Mission unfolds in our homes and backyard gardens. Mission extends across generations and welcomes new people into our families. Mission seeks the well-being and shalom of the whole city. And this day-in, day-out mission of being God’s people includes praying for the city in which we live.
Though not prone to proof-texting, the missional church conversations in which I often find myself do have a few favorite passages that are often employed with a mic-drop emphasis. Jeremiah 29:4-7 is one of those go-to texts:
This is what the Lord Almighty, the God of Israel, says to all those I carried into exile from Jerusalem to Babylon: “Build houses and settle down; plant gardens and eat what they produce. Marry and have sons and daughters; find wives for your sons and give your daughters in marriage, so that they too may have sons and daughters. Increase in number there; do not decrease.

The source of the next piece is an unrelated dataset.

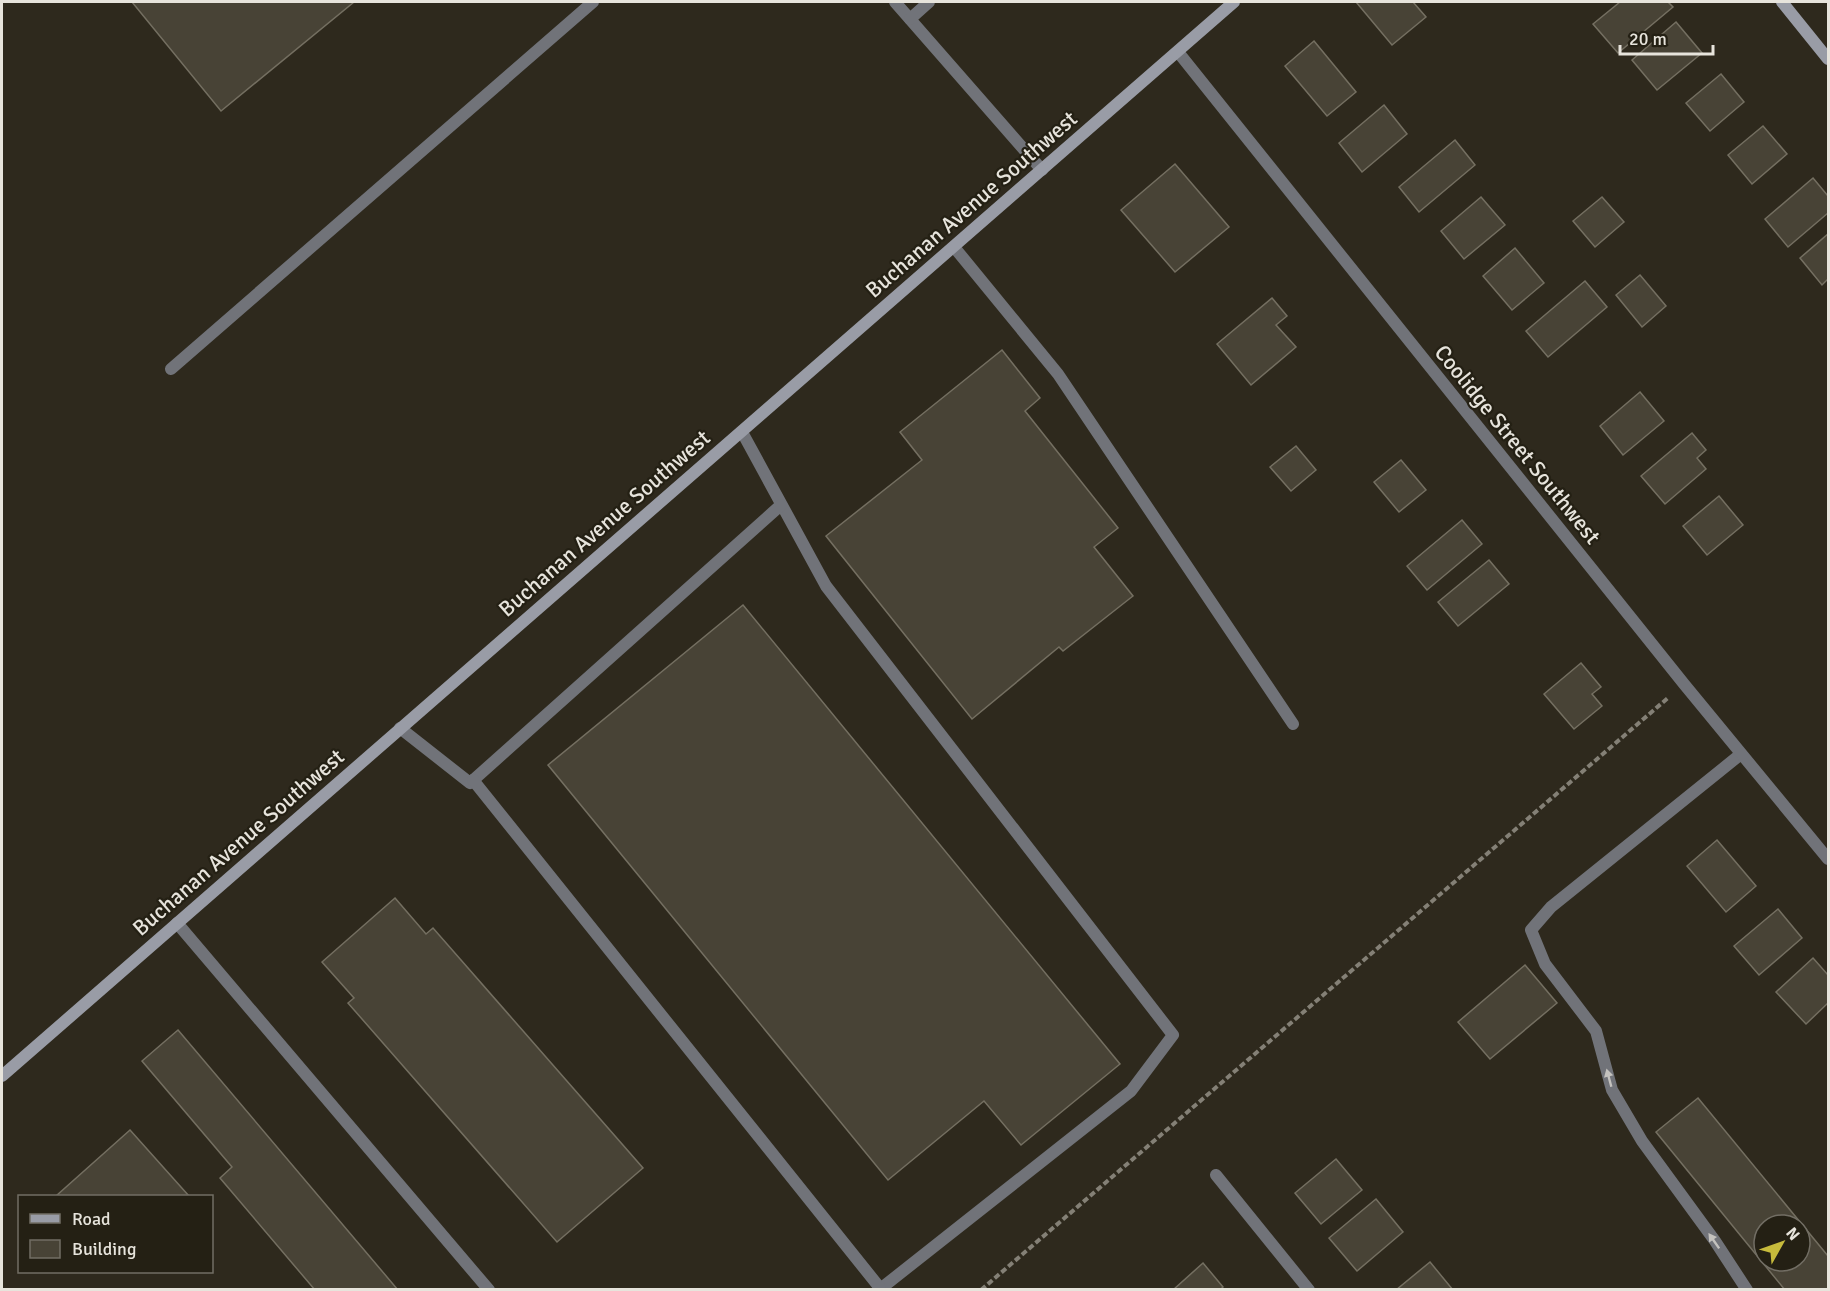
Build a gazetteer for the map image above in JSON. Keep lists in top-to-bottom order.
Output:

Also, seek the peace and prosperity of the city to which I have carried you into exile. Pray to the Lord for it, because if it prospers, you too will prosper.”
In other words, we are a people in exile—and God intends to cultivate the coming kingdom right where we are. This move-into-the-neighborhood emphasis makes sense to me. Mission unfolds in our homes and backyard gardens. Mission extends across generations and welcomes new people into our families. Mission seeks the well-being and shalom of the whole city. And this day-in, day-out mission of being God’s people includes praying for the city in which we live.
I’ve been thinking a lot lately about what it means for us to pray for the city, especially in our communal worship services. I certainly don’t think we’ve figured it out yet. But here are four of the ways that we’ve experimented with praying for our city during our communal worship gatherings.
Several years ago, our congregation undertook a small fall art project. The assignment was simple: take a picture from your front porch, your office window, or some other place where you spend a significant amount of your time, and then email or bring the picture to the church. Over the next six weeks, we highlighted several of the pictures on our projection screens as a prelude to our congregational prayer each Sunday. Later that fall, we printed all the photos that had been sent to us. We then hung the photos in the sanctuary in connection with our Advent sermon series on Jesus moving into the neighborhood (John 1:14 MSG). In this way, these pictures served as visual prayers that prompted verbal prayers and helped us to imagine Jesus moving into our neighborhoods.
Work & Worship Stories
Over the past two years, we have invited people in our congregation to share a short story about the way they engage our city, whether through their work or volunteer roles. Along the way, we’ve heard from a plumber, a musician, a social worker, a board member, and an academic (to name a few). These stories have been powerful ways for us to get to know each other as a church community and they have helped to broaden our vision of how the kingdom of God unfolds in people’s daily living. With each Work & Worship story, we have spent time praying for those who serve in similar roles or professional fields within the city.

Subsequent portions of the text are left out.